Managing telecommunications content delivery
In your role managing content delivery for a telecommunications organization, you have a lot of potential issues to monitor for. These include: response times, cache hit ratios, total traffic, HTTP errors, and last mile services. In addition, executives want information on content delivery revenue and volume so they can plan accordingly. This guide provides a number of searches for gathering content delivery data from which you can create dashboards for both of these distinct use cases.
Data required
- Content delivery network (CDN) operations logs
- Content provider data with customer IDs
Procedures
- Splunk recommends that customers look into using data models, report acceleration, or summary indexing when searching across hundreds of GBs of events in a single search. The searches provided here are a good starting point, but depending on your data, search time range, and other factors, more can be done to ensure that they scale appropriately.

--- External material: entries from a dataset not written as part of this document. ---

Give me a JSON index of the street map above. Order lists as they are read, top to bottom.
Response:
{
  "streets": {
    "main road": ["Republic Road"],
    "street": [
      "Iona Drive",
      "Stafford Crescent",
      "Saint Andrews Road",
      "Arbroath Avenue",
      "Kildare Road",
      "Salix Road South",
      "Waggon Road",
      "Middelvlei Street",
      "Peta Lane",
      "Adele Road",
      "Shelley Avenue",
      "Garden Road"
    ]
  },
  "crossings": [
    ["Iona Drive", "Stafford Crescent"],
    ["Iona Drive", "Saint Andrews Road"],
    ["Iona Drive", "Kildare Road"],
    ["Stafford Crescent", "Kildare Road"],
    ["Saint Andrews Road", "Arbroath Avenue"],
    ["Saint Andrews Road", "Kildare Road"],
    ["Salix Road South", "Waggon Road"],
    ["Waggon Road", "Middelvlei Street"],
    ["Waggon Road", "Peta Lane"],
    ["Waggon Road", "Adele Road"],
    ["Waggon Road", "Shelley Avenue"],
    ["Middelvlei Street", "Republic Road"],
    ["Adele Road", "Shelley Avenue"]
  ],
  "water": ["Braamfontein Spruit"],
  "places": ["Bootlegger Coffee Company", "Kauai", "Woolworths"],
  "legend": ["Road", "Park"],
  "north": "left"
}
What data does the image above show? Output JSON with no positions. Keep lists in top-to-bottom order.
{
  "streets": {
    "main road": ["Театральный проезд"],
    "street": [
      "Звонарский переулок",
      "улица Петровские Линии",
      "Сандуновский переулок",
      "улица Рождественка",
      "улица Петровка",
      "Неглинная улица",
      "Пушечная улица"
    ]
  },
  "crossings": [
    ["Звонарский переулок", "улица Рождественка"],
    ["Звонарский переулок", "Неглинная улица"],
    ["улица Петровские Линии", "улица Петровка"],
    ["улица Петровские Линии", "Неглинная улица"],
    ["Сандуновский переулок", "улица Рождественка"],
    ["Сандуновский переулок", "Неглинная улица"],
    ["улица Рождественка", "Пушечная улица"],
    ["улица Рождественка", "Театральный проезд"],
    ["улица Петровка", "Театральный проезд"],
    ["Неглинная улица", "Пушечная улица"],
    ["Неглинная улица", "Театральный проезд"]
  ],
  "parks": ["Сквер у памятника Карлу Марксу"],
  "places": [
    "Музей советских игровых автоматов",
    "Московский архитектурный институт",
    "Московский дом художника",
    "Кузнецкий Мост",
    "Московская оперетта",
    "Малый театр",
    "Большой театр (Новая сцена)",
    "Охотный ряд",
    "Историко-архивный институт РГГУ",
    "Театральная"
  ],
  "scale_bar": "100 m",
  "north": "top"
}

- Your typical telecommunications transactions might include more than four steps, and some commands, parameters, and field names in the searches below might need to be adjusted to match your environment. In addition, to optimize the searches shown below, you should specify an index and a time range when appropriate.
- ► Stage 1: Search and investigation
-
Average response time for content delivery
This search gives an understanding of the average response times in the CDN. The locations in the CDN where such values are high provide insight as to where technical issues might exist and which issues might need to be investigated.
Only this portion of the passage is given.